Pull every line with "song" from the entries below.

Data records:
--
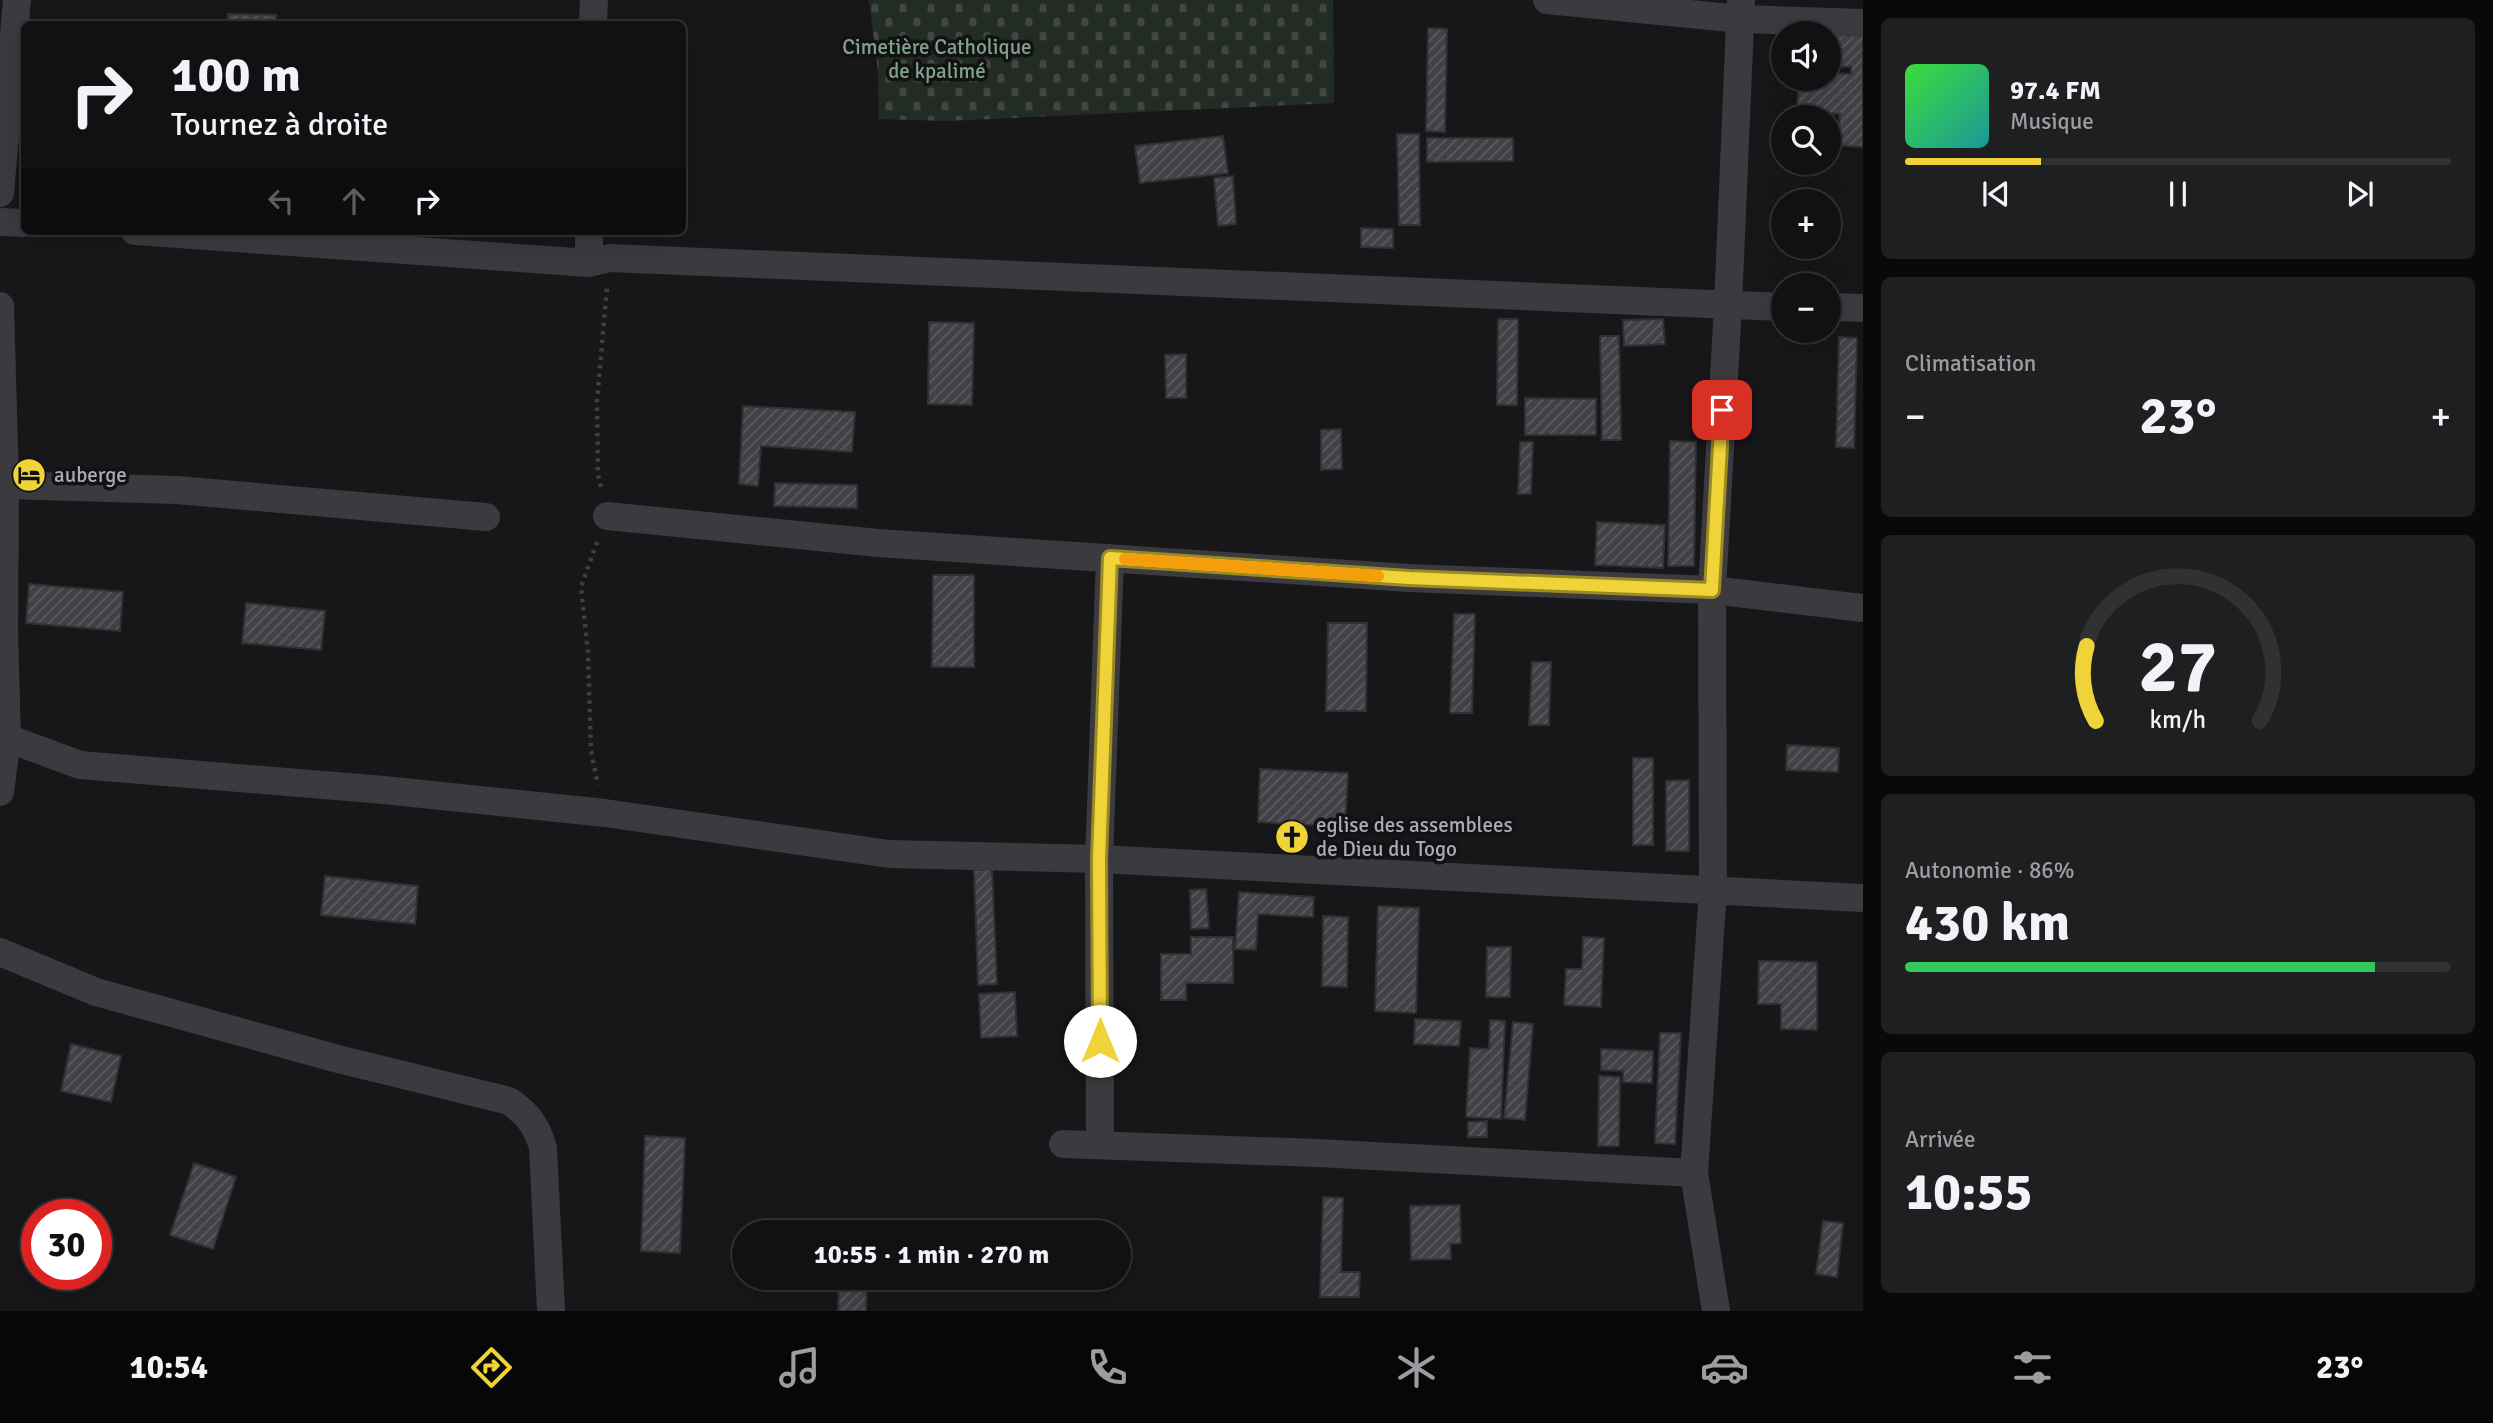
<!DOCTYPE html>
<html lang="fr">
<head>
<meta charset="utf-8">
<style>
	:root { --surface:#111113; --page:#1e1f21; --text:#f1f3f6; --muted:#9c9da0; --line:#303133; --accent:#efd338 }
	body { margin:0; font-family:Signika,sans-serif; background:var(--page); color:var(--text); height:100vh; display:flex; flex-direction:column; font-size:26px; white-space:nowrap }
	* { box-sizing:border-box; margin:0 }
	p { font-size:23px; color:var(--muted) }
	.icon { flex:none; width:38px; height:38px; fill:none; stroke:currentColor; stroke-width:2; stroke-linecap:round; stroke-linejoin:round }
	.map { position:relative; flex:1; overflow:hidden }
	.details { display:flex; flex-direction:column; gap:18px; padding:18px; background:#09090a; width:630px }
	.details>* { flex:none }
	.top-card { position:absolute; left:21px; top:21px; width:665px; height:214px; border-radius:10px; box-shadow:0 7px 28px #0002,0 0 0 2px var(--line); background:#111113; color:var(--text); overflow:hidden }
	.tools { position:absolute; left:1771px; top:21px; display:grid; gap:14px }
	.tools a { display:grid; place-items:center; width:70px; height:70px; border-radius:50%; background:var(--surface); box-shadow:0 7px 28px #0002,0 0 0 2px var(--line); font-size:35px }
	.speed { position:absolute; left:21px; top:1199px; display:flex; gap:14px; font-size:35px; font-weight:700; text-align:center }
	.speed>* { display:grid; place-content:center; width:91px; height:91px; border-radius:50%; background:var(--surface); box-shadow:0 7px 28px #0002,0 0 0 2px var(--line); line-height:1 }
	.speed .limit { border:10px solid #d22; background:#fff; color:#111 }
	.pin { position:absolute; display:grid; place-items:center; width:60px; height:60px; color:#fff; margin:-30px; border-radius:14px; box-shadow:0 4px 10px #0006 }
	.me { position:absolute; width:77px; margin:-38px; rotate:0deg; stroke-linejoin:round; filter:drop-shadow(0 0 5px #0008) }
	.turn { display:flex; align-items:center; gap:24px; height:147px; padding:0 35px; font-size:32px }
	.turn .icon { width:91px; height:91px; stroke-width:2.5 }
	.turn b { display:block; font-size:49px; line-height:60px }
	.lanes { display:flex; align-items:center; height:66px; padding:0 35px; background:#0003; justify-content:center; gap:35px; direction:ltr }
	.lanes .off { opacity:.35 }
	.big { font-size:52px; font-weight:800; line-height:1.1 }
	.details .tile { flex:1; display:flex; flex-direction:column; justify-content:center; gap:10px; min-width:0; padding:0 24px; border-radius:10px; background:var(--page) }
	.details .dial { align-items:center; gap:0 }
	.dial svg { height:182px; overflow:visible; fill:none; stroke:var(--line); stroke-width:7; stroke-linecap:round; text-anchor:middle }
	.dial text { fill:var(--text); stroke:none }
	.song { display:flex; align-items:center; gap:21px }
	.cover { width:84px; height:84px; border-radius:10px; background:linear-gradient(135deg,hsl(120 70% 55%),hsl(180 70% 35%)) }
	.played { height:7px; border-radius:4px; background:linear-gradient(90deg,var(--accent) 25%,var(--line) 25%) }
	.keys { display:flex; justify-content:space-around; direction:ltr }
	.heat { display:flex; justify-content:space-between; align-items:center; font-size:38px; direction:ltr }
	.charge { height:10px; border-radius:5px; background:linear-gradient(90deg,#34c759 86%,var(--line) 0) }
	.trip { position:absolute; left:732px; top:1220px; width:399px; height:70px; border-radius:35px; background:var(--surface); box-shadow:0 7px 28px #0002,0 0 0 2px var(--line); font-weight:800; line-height:70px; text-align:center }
	.tab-bar { display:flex; height:112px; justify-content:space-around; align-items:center; background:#070708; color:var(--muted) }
	.tab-bar .icon { width:49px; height:49px }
	.tab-bar .on { color:var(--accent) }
	.tab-bar b { font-size:32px; color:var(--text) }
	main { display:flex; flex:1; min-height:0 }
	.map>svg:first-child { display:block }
	.cemetery { fill:url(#cemetery-stones) }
	.building { fill:url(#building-hatch); stroke:#313134; stroke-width:2 }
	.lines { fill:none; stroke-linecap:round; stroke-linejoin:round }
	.path { stroke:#3e3e44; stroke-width:4.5; stroke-dasharray:3.5 5; stroke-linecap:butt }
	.street { stroke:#3a3a3f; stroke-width:28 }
	.route-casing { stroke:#9b8924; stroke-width:18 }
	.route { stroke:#efd338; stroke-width:12 }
	.slow { stroke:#f59e0b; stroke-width:12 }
	.labels { text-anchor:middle; stroke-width:7; stroke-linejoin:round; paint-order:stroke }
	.park-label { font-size:21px; fill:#80a389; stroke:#121214 }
	.poi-label { font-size:21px; fill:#a9abb8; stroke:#121214; text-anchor:start }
</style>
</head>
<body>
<main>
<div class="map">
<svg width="1863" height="1311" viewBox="0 0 1863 1311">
	<defs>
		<pattern id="cemetery-stones" width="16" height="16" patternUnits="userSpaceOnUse" patternTransform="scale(1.75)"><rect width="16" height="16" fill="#232b25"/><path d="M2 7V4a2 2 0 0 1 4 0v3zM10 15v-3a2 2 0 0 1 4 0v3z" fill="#404743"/></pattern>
		<pattern id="building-hatch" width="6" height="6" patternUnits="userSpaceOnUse" patternTransform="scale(1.75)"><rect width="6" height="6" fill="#414146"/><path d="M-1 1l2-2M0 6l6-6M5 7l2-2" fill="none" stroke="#5a5a5f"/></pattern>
	</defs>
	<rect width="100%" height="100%" fill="#171719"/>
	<path class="cemetery" d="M869 0H1333L1334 103 947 121 879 119 878 72Z"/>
	<path class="building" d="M228 14 276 15V24H228Z
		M1428 28 1447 29 1445 132 1426 131Z
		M1829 33H1863V147L1829 145V133H1839L1840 114 1797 112 1799 79H1829V73L1851 74V67L1829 66Z
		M1397 134H1419L1420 225H1399Z
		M1223 136 1228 173 1140 183 1135 146Z
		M1427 138H1513V161L1427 162Z
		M1233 176 1236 224 1218 226 1214 178Z
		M1361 228 1393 229V248L1361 247Z
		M1498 319H1518L1517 405H1497Z
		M1663 319 1665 344 1624 346 1623 320Z
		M929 322 974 323 972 405 928 404Z
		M1600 336H1619L1621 440H1602Z
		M1839 337 1857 338 1854 448 1836 447Z
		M1186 354V398H1166L1165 355Z
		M1525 398 1596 399V435H1525Z
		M743 406 855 412 852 452 761 446 758 486 739 484Z
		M1341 429 1342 469 1321 470V430Z
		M1670 441 1696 442 1694 566H1668Z
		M1520 442H1533L1531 494H1518Z
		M775 483 857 485V508L774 506Z
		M1597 522 1665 525 1663 568 1595 565Z
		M933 575H974V667H932Z
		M29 584 123 592 120 631 26 623Z
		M246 603 325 611 321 650 242 643Z
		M1454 614H1475L1472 713H1450Z
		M1328 623H1367L1366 711H1326Z
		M1532 662H1551L1549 725H1529Z
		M1787 745 1839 748 1838 772 1786 770Z
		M1633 758H1653V845H1633Z
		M1260 769 1348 773 1345 827 1258 822Z
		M1689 780V851H1666V781Z
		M992 869 997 984 978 985 974 870Z
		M325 876 418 886 415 924 321 915Z
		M1206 889 1209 928 1191 929 1190 890Z
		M1239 892 1314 897 1313 917 1258 914 1256 950 1235 949Z
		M1378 906 1419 908 1416 1013 1375 1011Z
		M1323 916 1348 917 1347 987 1322 986Z
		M1191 937H1233V983H1186V1000H1161V954H1191Z
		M1583 937 1604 938 1601 1007 1564 1005 1566 969H1582Z
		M1487 947H1511L1510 997H1486Z
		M1759 961 1817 962V1030L1781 1029V1004H1758Z
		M1015 992 1017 1036 981 1038 979 994Z
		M1415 1019 1461 1021 1459 1046 1414 1044Z
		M1490 1020 1505 1021 1501 1119 1466 1117 1470 1048 1489 1049Z
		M1513 1022 1533 1024 1525 1120 1504 1118Z
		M1660 1033H1681L1675 1144 1655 1143Z
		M71 1044 121 1056 111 1102 61 1091Z
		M1601 1049 1653 1051 1652 1083 1623 1082V1071L1601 1070Z
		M1599 1076 1620 1077 1619 1146H1598Z
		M1487 1121V1137H1468V1122Z
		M645 1136 685 1138 680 1253 641 1251Z
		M194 1163 236 1177 213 1249 170 1235Z
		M1323 1197 1343 1198 1341 1272H1360L1359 1297H1320Z
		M1460 1205 1461 1243 1450 1244 1451 1259 1411 1260 1410 1206Z
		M1823 1221 1843 1223 1837 1277 1816 1274Z
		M839 1278H867L866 1311H838Z"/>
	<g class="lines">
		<path class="path" d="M601 487 598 475 597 401 607 287
			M597 542 581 587 588 653 591 751 598 785"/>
		<path class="street" d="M1547 0 1741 19 1863 23
			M593 24 594 0
			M0 193 17 0
			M0 222 24 223
			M135 231 589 263 610 258 1783 307
			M589 263V231
			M0 306 5 485 4 631 7 738 0 792
			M1829 307 1863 308
			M5 485 177 490 486 517
			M607 516 878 543 1409 578 1712 590 1863 608
			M7 738 80 765 384 790 605 813 889 854 1099 859 1863 898
			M0 952 96 992 338 1059 509 1101C528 1114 537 1126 543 1148L551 1311
			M1063 1144 1317 1153 1694 1173
			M1100 1145 1099 859 1110 558
			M1716 1311 1694 1173 1713 889 1712 590 1728 306 1741 0"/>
	</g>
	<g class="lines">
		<g class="route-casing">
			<path id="route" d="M1100 1041 1099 859 1110 558 1409 578 1712 590 1722 410"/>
		</g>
		<use href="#route" class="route"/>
		<path class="slow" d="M1125 559 1378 576"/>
	</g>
	<defs>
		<g id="hotel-disc" transform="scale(1.75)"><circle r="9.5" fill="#efd338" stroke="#121214"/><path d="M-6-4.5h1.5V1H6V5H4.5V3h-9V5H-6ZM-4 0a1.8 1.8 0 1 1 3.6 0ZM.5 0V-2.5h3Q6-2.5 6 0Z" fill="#111"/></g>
		<g id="church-disc" transform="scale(1.75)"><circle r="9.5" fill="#efd338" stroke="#121214"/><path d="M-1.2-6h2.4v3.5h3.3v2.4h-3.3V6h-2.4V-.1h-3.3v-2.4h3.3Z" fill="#111"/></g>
	</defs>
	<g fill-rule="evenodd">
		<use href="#hotel-disc" x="29" y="475"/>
		<use href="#church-disc" x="1292" y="837"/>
	</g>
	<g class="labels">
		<g class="park-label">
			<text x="937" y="54">Cimetière Catholique<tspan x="937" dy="24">de kpalimé</tspan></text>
		</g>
		<g class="poi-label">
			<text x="54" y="482">auberge</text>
			<text x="1316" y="832">eglise des assemblees<tspan x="1316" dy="24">de Dieu du Togo</tspan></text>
		</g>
	</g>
</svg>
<div class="tools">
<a><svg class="icon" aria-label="sound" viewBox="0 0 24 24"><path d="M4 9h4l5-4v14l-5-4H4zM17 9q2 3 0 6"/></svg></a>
<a><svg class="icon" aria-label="search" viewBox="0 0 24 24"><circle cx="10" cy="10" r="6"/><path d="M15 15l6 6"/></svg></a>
<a>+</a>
<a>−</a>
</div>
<div class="speed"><div class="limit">30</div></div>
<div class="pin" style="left:1722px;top:410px;background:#d93025"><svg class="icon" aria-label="arrive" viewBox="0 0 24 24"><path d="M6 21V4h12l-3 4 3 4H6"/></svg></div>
<svg class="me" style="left:1100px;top:1041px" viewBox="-20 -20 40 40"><circle r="19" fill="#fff"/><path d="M0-13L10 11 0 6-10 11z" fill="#efd338"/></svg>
<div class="trip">10:55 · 1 min · 270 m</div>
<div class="top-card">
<div class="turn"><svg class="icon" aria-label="right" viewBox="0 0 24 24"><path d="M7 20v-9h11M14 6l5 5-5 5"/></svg><div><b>100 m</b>Tournez à droite</div></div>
<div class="lanes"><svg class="icon off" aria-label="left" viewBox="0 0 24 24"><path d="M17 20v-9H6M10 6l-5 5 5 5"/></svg><svg class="icon off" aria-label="ahead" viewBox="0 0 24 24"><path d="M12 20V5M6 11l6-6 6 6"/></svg><svg class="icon" aria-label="right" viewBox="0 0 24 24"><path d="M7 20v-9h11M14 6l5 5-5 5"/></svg></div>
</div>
</div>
<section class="details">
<div class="tile">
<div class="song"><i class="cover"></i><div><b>97.4 FM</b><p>Musique</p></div></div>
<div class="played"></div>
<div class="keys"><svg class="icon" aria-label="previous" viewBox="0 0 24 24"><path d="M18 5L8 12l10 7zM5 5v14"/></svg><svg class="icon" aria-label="pause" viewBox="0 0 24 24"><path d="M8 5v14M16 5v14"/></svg><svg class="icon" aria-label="next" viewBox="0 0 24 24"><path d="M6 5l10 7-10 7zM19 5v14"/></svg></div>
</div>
<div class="tile"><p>Climatisation</p>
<div class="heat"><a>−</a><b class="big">23°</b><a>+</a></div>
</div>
<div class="tile dial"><svg viewBox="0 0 100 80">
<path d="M14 69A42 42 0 1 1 86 69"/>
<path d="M14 69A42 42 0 0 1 10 36" stroke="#efd338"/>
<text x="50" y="56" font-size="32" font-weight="700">27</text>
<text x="50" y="72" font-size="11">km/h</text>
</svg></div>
<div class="tile"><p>Autonomie · 86%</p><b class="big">430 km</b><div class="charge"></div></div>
<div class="tile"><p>Arrivée</p><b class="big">10:55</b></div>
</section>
</main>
<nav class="tab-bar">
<b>10:54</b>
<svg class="icon on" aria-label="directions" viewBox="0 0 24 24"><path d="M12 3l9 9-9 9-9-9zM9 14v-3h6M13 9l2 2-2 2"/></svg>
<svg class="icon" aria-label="music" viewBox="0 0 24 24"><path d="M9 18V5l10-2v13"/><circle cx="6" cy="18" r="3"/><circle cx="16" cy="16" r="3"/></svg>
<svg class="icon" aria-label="phone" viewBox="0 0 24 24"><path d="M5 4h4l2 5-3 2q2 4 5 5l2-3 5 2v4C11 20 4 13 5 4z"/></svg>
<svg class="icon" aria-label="climate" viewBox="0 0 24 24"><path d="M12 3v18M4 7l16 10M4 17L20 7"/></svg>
<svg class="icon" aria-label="car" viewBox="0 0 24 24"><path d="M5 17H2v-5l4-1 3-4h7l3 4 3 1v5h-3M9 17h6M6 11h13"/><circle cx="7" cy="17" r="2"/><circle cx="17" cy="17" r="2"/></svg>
<svg class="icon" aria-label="filters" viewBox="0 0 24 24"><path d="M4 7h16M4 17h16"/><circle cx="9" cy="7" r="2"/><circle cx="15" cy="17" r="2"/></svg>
<b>23°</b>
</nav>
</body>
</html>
--
▸ **ANSWER BOX**:
	.song { display:flex; align-items:center; gap:21px }
<div class="song"><i class="cover"></i><div><b>97.4 FM</b><p>Musique</p></div></div>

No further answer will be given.